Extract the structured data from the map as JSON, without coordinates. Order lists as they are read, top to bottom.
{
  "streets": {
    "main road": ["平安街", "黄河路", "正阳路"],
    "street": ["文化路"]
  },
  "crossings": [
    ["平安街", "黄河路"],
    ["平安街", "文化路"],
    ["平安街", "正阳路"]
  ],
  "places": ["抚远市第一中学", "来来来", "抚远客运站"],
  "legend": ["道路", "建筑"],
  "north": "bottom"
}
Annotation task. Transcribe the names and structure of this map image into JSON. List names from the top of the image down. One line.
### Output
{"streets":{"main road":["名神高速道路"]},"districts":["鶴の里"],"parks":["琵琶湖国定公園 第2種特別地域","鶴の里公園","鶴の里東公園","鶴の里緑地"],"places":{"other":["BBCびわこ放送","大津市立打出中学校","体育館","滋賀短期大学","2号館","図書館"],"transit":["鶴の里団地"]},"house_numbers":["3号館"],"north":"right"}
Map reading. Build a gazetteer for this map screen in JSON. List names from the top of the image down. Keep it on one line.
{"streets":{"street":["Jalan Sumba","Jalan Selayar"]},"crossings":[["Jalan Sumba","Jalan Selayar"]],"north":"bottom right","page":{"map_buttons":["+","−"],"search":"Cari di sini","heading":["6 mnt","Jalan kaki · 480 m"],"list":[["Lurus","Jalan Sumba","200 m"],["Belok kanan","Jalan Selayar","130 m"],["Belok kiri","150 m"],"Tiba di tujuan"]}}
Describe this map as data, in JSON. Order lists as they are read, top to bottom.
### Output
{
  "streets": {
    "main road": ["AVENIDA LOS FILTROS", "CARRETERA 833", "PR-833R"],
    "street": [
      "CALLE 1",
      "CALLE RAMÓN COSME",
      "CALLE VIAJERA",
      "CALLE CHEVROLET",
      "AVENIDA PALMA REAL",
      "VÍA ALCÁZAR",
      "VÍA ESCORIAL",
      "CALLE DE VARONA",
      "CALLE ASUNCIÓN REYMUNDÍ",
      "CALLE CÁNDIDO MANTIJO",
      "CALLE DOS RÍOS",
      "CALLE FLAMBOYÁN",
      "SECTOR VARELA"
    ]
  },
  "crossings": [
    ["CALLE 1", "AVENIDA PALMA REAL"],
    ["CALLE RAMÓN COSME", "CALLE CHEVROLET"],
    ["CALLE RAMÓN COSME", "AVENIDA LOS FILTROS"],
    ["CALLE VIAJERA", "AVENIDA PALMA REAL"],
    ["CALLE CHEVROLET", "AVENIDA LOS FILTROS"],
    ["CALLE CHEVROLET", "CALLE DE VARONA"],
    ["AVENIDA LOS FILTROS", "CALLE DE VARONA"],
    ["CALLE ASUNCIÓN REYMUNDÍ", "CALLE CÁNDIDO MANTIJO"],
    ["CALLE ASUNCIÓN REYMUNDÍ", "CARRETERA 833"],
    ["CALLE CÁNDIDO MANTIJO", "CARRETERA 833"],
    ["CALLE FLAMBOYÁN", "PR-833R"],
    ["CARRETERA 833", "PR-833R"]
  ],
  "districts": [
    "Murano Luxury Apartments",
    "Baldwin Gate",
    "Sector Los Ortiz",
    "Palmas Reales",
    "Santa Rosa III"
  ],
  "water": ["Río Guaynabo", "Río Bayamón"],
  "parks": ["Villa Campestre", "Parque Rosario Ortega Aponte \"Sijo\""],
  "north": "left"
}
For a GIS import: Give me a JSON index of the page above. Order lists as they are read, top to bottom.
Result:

> DESCRIPTION OF THE TASK:
Return the material above in full, exactly as it appears.

> ANSWER BOX:
Extract the structured data from the map as JSON, without coordinates. Order lists as they are read, top to bottom.
{
  "streets": {
    "main road": ["平安街", "黄河路", "正阳路"],
    "street": ["文化路"]
  },
  "crossings": [
    ["平安街", "黄河路"],
    ["平安街", "文化路"],
    ["平安街", "正阳路"]
  ],
  "places": ["抚远市第一中学", "来来来", "抚远客运站"],
  "legend": ["道路", "建筑"],
  "north": "bottom"
}
Annotation task. Transcribe the names and structure of this map image into JSON. List names from the top of the image down. One line.
### Output
{"streets":{"main road":["名神高速道路"]},"districts":["鶴の里"],"parks":["琵琶湖国定公園 第2種特別地域","鶴の里公園","鶴の里東公園","鶴の里緑地"],"places":{"other":["BBCびわこ放送","大津市立打出中学校","体育館","滋賀短期大学","2号館","図書館"],"transit":["鶴の里団地"]},"house_numbers":["3号館"],"north":"right"}
Map reading. Build a gazetteer for this map screen in JSON. List names from the top of the image down. Keep it on one line.
{"streets":{"street":["Jalan Sumba","Jalan Selayar"]},"crossings":[["Jalan Sumba","Jalan Selayar"]],"north":"bottom right","page":{"map_buttons":["+","−"],"search":"Cari di sini","heading":["6 mnt","Jalan kaki · 480 m"],"list":[["Lurus","Jalan Sumba","200 m"],["Belok kanan","Jalan Selayar","130 m"],["Belok kiri","150 m"],"Tiba di tujuan"]}}
Describe this map as data, in JSON. Order lists as they are read, top to bottom.
### Output
{
  "streets": {
    "main road": ["AVENIDA LOS FILTROS", "CARRETERA 833", "PR-833R"],
    "street": [
      "CALLE 1",
      "CALLE RAMÓN COSME",
      "CALLE VIAJERA",
      "CALLE CHEVROLET",
      "AVENIDA PALMA REAL",
      "VÍA ALCÁZAR",
      "VÍA ESCORIAL",
      "CALLE DE VARONA",
      "CALLE ASUNCIÓN REYMUNDÍ",
      "CALLE CÁNDIDO MANTIJO",
      "CALLE DOS RÍOS",
      "CALLE FLAMBOYÁN",
      "SECTOR VARELA"
    ]
  },
  "crossings": [
    ["CALLE 1", "AVENIDA PALMA REAL"],
    ["CALLE RAMÓN COSME", "CALLE CHEVROLET"],
    ["CALLE RAMÓN COSME", "AVENIDA LOS FILTROS"],
    ["CALLE VIAJERA", "AVENIDA PALMA REAL"],
    ["CALLE CHEVROLET", "AVENIDA LOS FILTROS"],
    ["CALLE CHEVROLET", "CALLE DE VARONA"],
    ["AVENIDA LOS FILTROS", "CALLE DE VARONA"],
    ["CALLE ASUNCIÓN REYMUNDÍ", "CALLE CÁNDIDO MANTIJO"],
    ["CALLE ASUNCIÓN REYMUNDÍ", "CARRETERA 833"],
    ["CALLE CÁNDIDO MANTIJO", "CARRETERA 833"],
    ["CALLE FLAMBOYÁN", "PR-833R"],
    ["CARRETERA 833", "PR-833R"]
  ],
  "districts": [
    "Murano Luxury Apartments",
    "Baldwin Gate",
    "Sector Los Ortiz",
    "Palmas Reales",
    "Santa Rosa III"
  ],
  "water": ["Río Guaynabo", "Río Bayamón"],
  "parks": ["Villa Campestre", "Parque Rosario Ortega Aponte \"Sijo\""],
  "north": "left"
}
For a GIS import: Give me a JSON index of the page above. Order lists as they are read, top to bottom.
Result:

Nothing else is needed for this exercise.